In portraying God as a spinster, one who will "[Taylor's] Distaff make for [him]" and "knit therein this Twine," Taylor is essentially offering his soul up to a patriarchal and authoritative God, one who will "clothe" his "ways with glory" and who will "make [Taylor] [His] Loom." This authoritative and omniscient God coincides with that which is easily interpreted as a father figure, one to which both the individual and the community submit in reverence. This figure represents the patriarchy so evident in Puritanism but it is also
the existence of this patriarchy that Leverenz doubts.

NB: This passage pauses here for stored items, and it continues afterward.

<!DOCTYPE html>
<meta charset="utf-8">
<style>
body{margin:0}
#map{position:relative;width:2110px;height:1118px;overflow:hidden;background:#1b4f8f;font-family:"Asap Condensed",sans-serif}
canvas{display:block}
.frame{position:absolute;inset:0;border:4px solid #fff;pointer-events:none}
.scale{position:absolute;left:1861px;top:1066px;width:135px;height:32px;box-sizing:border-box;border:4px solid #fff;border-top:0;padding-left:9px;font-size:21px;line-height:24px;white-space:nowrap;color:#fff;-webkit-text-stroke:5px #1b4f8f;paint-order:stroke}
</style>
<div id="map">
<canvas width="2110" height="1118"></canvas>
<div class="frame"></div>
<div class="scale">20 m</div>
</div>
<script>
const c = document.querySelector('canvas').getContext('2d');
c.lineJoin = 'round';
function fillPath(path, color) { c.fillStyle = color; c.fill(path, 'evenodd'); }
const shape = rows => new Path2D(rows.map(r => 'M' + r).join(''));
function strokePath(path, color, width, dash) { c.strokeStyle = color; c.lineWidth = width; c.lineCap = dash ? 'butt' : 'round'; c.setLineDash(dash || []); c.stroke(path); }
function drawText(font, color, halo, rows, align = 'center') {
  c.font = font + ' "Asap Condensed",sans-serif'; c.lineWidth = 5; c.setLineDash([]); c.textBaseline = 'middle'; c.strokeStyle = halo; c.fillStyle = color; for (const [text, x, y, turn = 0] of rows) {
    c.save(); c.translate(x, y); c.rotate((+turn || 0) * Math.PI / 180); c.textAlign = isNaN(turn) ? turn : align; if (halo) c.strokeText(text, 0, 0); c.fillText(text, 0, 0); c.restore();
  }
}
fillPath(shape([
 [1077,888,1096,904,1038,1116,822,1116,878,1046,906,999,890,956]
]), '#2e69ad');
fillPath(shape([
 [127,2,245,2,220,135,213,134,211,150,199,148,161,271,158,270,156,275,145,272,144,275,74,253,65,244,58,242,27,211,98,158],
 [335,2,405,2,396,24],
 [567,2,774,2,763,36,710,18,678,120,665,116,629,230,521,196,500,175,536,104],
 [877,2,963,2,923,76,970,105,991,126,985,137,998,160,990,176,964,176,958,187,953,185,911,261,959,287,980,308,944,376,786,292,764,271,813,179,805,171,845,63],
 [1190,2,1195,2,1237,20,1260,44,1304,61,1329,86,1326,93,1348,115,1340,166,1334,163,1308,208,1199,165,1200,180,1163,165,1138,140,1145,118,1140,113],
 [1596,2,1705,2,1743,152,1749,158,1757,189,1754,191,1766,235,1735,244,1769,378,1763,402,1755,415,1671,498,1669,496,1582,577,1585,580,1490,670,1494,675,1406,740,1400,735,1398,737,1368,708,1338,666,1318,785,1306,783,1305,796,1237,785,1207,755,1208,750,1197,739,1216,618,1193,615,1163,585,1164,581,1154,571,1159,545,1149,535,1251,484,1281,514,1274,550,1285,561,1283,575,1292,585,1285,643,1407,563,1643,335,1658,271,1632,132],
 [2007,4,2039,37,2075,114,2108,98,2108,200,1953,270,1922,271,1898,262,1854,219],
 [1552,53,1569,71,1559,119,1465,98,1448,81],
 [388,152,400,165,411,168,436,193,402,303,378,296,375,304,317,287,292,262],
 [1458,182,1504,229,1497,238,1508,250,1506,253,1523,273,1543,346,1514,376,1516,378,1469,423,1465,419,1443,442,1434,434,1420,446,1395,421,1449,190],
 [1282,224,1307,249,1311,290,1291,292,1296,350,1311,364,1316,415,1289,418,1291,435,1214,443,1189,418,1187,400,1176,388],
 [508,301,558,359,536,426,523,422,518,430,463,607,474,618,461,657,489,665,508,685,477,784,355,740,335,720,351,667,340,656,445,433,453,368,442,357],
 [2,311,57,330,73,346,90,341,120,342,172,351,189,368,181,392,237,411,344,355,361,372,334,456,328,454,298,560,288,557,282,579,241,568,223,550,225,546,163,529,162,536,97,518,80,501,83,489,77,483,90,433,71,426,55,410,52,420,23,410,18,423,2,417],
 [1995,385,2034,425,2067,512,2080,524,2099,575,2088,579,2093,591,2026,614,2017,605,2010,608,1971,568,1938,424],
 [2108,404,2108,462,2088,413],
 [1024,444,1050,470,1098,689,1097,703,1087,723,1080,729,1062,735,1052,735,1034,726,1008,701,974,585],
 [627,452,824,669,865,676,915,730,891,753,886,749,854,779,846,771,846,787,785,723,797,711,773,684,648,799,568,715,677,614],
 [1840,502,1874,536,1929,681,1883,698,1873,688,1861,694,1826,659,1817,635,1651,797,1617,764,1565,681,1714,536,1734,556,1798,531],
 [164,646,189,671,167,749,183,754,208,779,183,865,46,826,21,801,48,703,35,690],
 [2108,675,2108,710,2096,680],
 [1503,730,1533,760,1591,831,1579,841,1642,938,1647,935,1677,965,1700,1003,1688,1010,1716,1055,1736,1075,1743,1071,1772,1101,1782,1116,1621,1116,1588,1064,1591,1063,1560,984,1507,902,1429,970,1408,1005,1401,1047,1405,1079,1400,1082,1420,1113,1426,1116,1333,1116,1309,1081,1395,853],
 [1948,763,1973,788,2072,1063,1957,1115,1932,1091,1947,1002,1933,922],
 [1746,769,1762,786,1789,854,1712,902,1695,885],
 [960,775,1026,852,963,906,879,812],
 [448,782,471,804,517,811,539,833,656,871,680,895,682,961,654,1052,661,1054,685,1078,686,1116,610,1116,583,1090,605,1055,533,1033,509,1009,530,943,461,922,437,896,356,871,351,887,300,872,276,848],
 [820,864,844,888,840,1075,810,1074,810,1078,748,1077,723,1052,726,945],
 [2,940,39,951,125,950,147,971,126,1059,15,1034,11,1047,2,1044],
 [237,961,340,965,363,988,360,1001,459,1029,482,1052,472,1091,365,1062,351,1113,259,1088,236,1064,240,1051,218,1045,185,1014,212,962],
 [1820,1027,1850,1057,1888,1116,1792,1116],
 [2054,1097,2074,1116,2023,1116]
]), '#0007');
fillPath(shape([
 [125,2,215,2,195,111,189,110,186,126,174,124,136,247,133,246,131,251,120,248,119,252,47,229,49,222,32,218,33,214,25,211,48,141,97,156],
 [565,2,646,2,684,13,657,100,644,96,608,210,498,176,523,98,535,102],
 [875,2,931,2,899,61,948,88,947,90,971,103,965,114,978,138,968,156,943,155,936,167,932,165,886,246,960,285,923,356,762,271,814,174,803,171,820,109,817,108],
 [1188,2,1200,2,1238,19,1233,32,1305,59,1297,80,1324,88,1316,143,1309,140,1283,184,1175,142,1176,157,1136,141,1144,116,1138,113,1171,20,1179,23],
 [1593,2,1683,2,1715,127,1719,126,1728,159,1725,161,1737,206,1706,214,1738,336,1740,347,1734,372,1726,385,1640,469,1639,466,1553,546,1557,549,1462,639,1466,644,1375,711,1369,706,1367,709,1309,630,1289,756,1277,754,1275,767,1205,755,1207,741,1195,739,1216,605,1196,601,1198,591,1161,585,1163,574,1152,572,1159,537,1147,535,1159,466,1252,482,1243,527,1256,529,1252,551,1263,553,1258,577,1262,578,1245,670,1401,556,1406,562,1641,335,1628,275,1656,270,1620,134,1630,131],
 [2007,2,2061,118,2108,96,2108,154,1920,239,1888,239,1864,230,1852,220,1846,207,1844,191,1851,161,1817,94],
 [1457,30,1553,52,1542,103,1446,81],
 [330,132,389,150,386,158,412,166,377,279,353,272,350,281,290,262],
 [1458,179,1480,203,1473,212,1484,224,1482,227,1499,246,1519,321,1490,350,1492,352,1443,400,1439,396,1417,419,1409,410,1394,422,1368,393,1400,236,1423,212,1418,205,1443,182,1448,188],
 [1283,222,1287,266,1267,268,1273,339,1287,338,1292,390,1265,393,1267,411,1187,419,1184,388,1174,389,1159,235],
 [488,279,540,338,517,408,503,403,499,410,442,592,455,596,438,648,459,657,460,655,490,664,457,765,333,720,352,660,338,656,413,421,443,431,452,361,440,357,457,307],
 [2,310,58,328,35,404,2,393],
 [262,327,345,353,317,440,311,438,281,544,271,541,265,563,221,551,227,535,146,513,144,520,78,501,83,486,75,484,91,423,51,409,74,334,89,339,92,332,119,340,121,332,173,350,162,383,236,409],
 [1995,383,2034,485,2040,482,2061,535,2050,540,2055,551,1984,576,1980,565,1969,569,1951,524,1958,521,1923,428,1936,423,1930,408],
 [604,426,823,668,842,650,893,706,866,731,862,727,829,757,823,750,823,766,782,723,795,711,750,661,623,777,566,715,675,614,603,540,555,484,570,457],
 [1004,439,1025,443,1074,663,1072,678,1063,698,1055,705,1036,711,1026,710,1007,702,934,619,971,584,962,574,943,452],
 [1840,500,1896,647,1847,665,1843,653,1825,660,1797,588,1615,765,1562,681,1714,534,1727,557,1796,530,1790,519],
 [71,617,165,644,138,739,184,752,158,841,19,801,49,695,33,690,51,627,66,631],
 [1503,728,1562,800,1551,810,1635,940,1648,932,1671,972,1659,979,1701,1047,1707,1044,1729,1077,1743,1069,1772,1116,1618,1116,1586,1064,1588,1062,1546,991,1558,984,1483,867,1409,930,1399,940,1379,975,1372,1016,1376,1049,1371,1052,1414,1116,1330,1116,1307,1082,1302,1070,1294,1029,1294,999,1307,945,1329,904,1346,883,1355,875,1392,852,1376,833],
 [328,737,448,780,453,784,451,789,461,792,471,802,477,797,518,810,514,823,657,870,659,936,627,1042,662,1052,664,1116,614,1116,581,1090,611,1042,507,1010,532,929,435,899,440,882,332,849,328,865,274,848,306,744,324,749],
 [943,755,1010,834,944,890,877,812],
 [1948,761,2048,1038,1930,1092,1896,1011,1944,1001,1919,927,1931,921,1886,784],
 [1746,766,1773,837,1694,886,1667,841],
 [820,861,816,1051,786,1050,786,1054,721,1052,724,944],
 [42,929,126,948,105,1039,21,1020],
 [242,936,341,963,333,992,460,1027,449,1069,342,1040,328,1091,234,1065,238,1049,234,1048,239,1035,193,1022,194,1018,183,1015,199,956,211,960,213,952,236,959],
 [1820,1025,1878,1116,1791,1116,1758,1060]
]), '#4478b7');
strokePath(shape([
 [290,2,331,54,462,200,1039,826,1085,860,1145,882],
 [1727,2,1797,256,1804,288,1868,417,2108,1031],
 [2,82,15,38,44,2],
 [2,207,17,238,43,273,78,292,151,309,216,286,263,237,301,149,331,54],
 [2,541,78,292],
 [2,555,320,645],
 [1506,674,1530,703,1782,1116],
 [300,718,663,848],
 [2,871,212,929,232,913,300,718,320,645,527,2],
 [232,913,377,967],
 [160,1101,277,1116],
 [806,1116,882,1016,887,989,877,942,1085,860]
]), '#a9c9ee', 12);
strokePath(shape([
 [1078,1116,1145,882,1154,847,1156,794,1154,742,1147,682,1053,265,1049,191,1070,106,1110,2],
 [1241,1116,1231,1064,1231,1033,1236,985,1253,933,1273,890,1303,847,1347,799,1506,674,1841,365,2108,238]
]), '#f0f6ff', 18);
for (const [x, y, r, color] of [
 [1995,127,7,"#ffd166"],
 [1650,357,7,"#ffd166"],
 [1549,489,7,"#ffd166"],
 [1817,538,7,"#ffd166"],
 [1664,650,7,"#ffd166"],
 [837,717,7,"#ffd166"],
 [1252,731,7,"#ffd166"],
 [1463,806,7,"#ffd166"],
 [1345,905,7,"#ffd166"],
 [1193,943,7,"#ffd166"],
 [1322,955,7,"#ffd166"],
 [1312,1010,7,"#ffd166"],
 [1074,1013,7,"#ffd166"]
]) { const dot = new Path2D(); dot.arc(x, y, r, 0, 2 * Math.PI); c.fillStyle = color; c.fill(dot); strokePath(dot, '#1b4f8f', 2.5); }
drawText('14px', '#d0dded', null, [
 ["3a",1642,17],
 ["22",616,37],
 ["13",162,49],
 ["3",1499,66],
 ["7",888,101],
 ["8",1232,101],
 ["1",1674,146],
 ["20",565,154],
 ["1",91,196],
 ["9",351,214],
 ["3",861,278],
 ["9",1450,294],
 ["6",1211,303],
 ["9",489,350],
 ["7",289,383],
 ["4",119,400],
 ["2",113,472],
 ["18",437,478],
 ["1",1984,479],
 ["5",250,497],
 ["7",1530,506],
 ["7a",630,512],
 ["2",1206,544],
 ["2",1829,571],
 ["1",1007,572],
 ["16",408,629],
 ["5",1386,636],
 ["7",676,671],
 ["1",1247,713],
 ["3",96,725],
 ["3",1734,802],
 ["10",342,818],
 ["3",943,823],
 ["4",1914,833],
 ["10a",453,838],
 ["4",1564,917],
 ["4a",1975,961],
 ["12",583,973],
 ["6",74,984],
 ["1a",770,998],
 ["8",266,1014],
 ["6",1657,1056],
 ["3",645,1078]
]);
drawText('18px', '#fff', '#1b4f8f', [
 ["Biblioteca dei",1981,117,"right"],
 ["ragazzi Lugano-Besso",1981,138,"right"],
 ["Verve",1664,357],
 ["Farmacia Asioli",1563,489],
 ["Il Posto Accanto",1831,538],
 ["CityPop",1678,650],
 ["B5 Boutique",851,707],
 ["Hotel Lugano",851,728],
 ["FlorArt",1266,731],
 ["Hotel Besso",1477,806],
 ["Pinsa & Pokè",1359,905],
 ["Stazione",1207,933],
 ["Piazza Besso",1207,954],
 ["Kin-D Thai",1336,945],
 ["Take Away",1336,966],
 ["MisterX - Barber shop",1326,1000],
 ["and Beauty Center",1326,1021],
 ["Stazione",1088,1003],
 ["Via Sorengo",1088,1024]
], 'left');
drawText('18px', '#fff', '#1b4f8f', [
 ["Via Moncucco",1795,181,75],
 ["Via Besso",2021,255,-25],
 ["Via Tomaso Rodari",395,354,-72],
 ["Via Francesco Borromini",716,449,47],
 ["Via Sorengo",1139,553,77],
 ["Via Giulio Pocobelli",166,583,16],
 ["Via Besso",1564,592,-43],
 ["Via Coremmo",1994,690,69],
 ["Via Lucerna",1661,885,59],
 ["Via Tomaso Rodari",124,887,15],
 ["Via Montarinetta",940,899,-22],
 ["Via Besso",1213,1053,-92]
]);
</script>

Though God is being employed in this poem as a dominator and a creator, God is also unavoidably portrayed as doing a woman's work or "huswifery". God
is implicated as a maternal force as well, one which will nurture and make "[Taylor's] Soul [Her] holy Spool to be." In this respect, Leverenz is correct
in assuming the "doubleness" of Puritan language - a language which cannot be solely patriarchal or emanating a paternal authority because of the maternal implications of God that exist alongside it. This doubleness is also made manifest by the fact that Taylor both supplicates to God but makes a demand from him as well. The language of the
poem is strictly imperative, commanding God to "make [his] affections Thy Swift Flyers neat" and to "weave the Web [Him]self. The yarn is fine." It is almost as if the poet is designing that which God will weave - the glorified Taylor -
and God is merely the employee. However, at the same time, Taylor still consistently objectifies himself to God, making the job imperative to Taylor's
dressing himself in clothes suitable to the glory of God and representative of his submission to God.
The language of this poem and the way in which Taylor makes use of both the commonly accepted Puritanical God who is paternal and authoritative and to whom the individual is automatically subordinated also explicitly portrays this
second part of Leverenz' double nature of Puritan language - that which allows for a more maternal God as well as deviance from pure submission and reverence.